▸ Assignment
Whenever a line of the records below contains the word "length", copy that line.

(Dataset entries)
☆ ☆ ☆ ☆
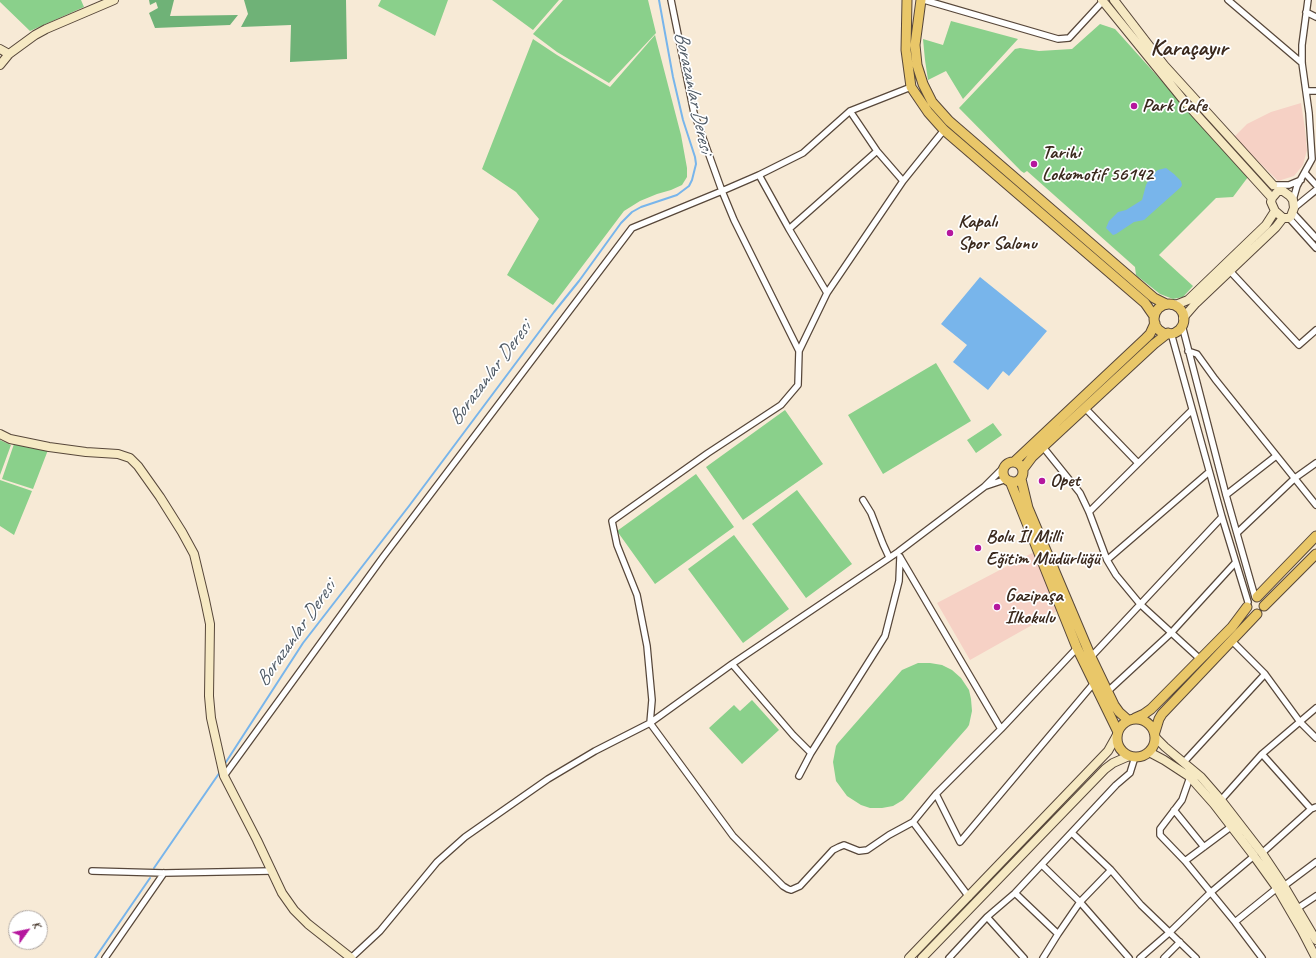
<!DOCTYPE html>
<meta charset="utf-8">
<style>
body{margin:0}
#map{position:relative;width:1316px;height:958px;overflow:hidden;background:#f7ead6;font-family:Caveat,sans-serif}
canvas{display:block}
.north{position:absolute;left:8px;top:910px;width:40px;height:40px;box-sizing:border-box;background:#fff;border:1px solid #b1aaa5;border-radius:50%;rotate:57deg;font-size:11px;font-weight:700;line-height:16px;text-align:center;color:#3b2a1e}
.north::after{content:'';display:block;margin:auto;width:14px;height:18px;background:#b5179e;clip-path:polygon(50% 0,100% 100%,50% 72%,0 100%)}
</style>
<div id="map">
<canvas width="1316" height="958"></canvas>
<div class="north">K</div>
</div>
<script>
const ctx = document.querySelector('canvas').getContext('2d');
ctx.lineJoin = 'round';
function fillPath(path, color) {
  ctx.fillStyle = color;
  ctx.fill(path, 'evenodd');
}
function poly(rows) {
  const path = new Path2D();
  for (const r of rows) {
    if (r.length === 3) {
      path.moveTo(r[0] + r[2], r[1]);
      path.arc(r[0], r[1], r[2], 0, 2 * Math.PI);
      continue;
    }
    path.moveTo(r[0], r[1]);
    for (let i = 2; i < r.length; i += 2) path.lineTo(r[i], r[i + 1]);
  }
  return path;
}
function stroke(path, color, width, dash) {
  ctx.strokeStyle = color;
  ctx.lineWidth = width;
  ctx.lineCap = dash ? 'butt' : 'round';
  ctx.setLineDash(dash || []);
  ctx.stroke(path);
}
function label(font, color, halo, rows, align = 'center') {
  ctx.font = font + ' Caveat,sans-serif';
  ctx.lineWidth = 3.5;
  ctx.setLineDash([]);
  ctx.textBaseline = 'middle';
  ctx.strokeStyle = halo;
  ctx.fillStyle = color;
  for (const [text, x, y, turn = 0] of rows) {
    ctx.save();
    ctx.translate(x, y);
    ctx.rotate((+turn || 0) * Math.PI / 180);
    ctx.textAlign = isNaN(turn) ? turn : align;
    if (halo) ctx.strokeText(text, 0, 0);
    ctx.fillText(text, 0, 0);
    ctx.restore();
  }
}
fillPath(poly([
 [1301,103,1305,129,1307,150,1303,165,1294,176,1278,181,1234,137,1247,124,1271,112],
 [1034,552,1057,611,970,660,937,603]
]), '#f6d1c5');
fillPath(poly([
 [0,0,81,0,84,7,30,31,0,2],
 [381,0,448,0,435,36,378,6],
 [492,0,559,0,533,30],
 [563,0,648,0,656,33,609,83,557,52,533,34],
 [951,21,1018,39,963,99,946,71,928,80,925,60,923,39,943,45],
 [1100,24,1115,29,1248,177,1233,197,1216,198,1159,255,1193,286,1183,297,1173,299,1160,294,1136,275,1135,267,1027,171,1024,173,1021,171,959,108,1015,49,1020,48,1039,51,1072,49],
 [655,35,681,135,687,168,687,177,682,185,671,190,657,194,640,201,624,211,553,305,507,275,539,219,516,192,482,169,533,39,557,55,610,87],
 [936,363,971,421,883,474,848,415],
 [785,410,823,464,743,520,706,467],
 [993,423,1002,435,976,453,967,440],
 [0,440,11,445,0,475],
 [14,444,48,450,33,489,2,479],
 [696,474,734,527,655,584,617,531],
 [0,480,32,491,14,535,0,526],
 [797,490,852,564,806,598,752,524],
 [734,535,789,609,743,643,688,569],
 [918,663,930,663,942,665,952,670,961,678,969,690,971,699,972,711,969,725,967,728,903,800,893,806,882,808,870,808,861,805,847,796,836,781,833,762,836,746,838,743,902,670],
 [752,700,779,730,742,764,709,728,734,705,740,711]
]), '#8ad08b');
fillPath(poly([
 [149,0,174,0,170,16,238,15,230,25,155,28,149,13,158,8,156,2,150,5],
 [244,0,346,0,347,59,290,62,291,25,241,27,248,14]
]), '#6fb277');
fillPath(poly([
 [1166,168,1174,174,1181,181,1182,185,1181,187,1144,220,1134,222,1116,234,1113,235,1106,228,1109,221,1118,212,1126,210,1142,200,1146,185,1151,175,1158,170],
 [980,277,1047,331,1009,376,1003,371,988,390,953,362,967,345,941,324]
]), '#78b5eb');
stroke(poly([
 [226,762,303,643,409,506,554,312,579,281,621,223,632,212,641,207,677,195,689,186,692,180,696,164,695,157,683,120,673,77,659,0],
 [154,868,220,772],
 [95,958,150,878]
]), '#78b5eb', 2);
const street = poly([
 [671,0,694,113,722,191,759,175,803,153,850,111,911,87],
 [924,0,1058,39,1069,38,1104,0],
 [1228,0,1302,63],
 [1306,12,1316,17],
 [1307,91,1316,91],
 [850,111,877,151,903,181],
 [944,130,903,181,827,293,799,351,798,385,781,405,708,453,612,521,617,545,637,595,647,646,652,700,650,723,733,836,783,886,788,889,791,890,800,886,833,850,839,847,844,845,859,851,867,850,889,835,913,822,936,794,1001,729,1077,648],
 [1305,173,1316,185],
 [759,175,789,229,827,293],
 [1273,185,1289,185,1301,180],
 [1293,200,1297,186,1312,159,1309,113,1302,63,1302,45,1308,0],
 [1294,208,1316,190],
 [1293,213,1316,238],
 [1289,218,1316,248],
 [789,229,877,151],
 [1230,271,1299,345,1316,330],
 [1182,325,1226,495,1255,597],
 [1171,333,1222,517,1248,602],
 [1188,351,1197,354,1215,379,1316,505],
 [1086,409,1138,463],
 [1043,447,1080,493,1089,512,1107,560,1116,575,1140,604,1200,659],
 [986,486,1007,479],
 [1226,495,1276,456],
 [863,500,871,513,883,544,889,557],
 [1089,512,1192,410],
 [1237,533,1295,478,1316,463],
 [900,557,1001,729],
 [1107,560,1209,472],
 [1232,641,1265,674,1300,722,1316,738],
 [1091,657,1222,517],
 [732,664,793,735,811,753,799,776],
 [1107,692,1171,633,1235,563],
 [811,753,885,636,899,581,900,557],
 [1262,754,1311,809],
 [1184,762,1265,674],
 [224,776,383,557,632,228,722,191,734,220,799,351],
 [1190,777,1182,800,1160,829,1160,835,1185,861,1235,922,1262,958],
 [936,794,960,842,1094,683],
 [1221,800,1262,754,1316,708],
 [1174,810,1204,847],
 [913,822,969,897],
 [1262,853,1311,809,1316,807],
 [1185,861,1232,826],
 [1042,865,1080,902,1111,870,1072,833],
 [1111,870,1141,905,1196,958],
 [92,871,164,873,271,871],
 [1284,886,1316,862],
 [1015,893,1058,934,1080,902,1129,958],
 [1298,908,1316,896],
 [987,917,1024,958],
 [1235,922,1277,888],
 [105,958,164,873],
 [351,958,380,931,437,862,465,837,548,779,595,751,650,723,732,664,898,552,984,487,1005,466],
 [949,958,987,917,1015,893,1116,785,1130,773,1135,757],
 [1043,958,1058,934],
 [1140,958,1170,932,1210,893,1254,856],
 [1164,958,1180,942]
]);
const secondary = poly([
 [1102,0,1185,102,1272,198,1271,202,1275,211,1283,218,1289,218,1291,216,1294,208,1293,200,1290,196,1283,191,1278,191,1272,198],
 [1114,0,1164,65,1273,185],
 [0,49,9,54],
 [0,65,9,54,35,35,46,29,114,0],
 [1173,305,1178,304,1188,300,1266,225,1275,211],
 [1183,318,1196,303,1276,227,1283,218],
 [0,434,10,439,49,447,86,452,118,454,130,458,138,466,160,497,182,532,194,554,205,600,210,624,209,696,211,718,224,776,257,840,282,893,294,910,308,924,351,958],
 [1156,738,1165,747,1201,777,1221,800,1262,853,1284,886,1316,940],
 [1149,752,1164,760,1190,777,1214,804,1254,856,1277,888,1302,931,1316,958],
 [909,958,1108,751,1117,735],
 [922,958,1105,769,1113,763,1129,756]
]);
const primary = poly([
 [907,0,906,50,911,87,928,112,944,130,1145,303,1154,316],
 [921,0,915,45,917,65,923,84,932,102,949,121,1154,298,1166,304],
 [1169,319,15],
 [1013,472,10],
 [1014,462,1146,338,1150,334,1155,323],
 [1023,469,1032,457,1154,344,1168,333],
 [1021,479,1028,508,1091,657,1114,705,1119,712,1128,720],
 [1010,481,1077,648,1118,732],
 [1257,597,1316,536],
 [1264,606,1316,554],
 [1135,718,1144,714,1151,709,1232,627,1247,607],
 [1136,738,19],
 [1155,732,1159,719,1162,714,1257,614]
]);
stroke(street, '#57473a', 8);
stroke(secondary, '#57473a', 10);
stroke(primary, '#57473a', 11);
stroke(street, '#fff', 5.5);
stroke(secondary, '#f6e9c3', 8);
stroke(primary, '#e9c769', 9);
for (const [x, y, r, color] of [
 [1134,106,4,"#b5179e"],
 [1034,164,4,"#b5179e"],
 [950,233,4,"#b5179e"],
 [1042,481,4,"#b5179e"],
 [978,548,4,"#b5179e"],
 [997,607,4,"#b5179e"]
]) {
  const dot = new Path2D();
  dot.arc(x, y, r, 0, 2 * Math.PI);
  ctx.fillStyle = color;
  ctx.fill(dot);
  stroke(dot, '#fff', 1.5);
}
label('bold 19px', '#3b2a1e', '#fff', [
 ["Park Cafe",1142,106],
 ["Tarihi",1042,153],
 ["Lokomotif 56142",1042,175],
 ["Kapalı",958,222],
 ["Spor Salonu",958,244],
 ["Opet",1050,481],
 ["Bolu İl Milli",986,537],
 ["Eğitim Müdürlüğü",986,559],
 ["Gazipaşa",1005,596],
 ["İlkokulu",1005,618]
], 'left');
label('italic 20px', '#505b66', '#fff', [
 ["Borazanlar Deresi",693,92,78],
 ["Borazanlar Deresi",490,374,-53],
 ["Borazanlar Deresi",296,634,-55]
]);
label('bold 23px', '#3b2a1e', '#fff', [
 ["Karaçayır",1189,49]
]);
</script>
☆ ☆ ☆ ☆
▸ Exercise solution
    if (r.length === 3) {
    for (let i = 2; i < r.length; i += 2) path.lineTo(r[i], r[i + 1]);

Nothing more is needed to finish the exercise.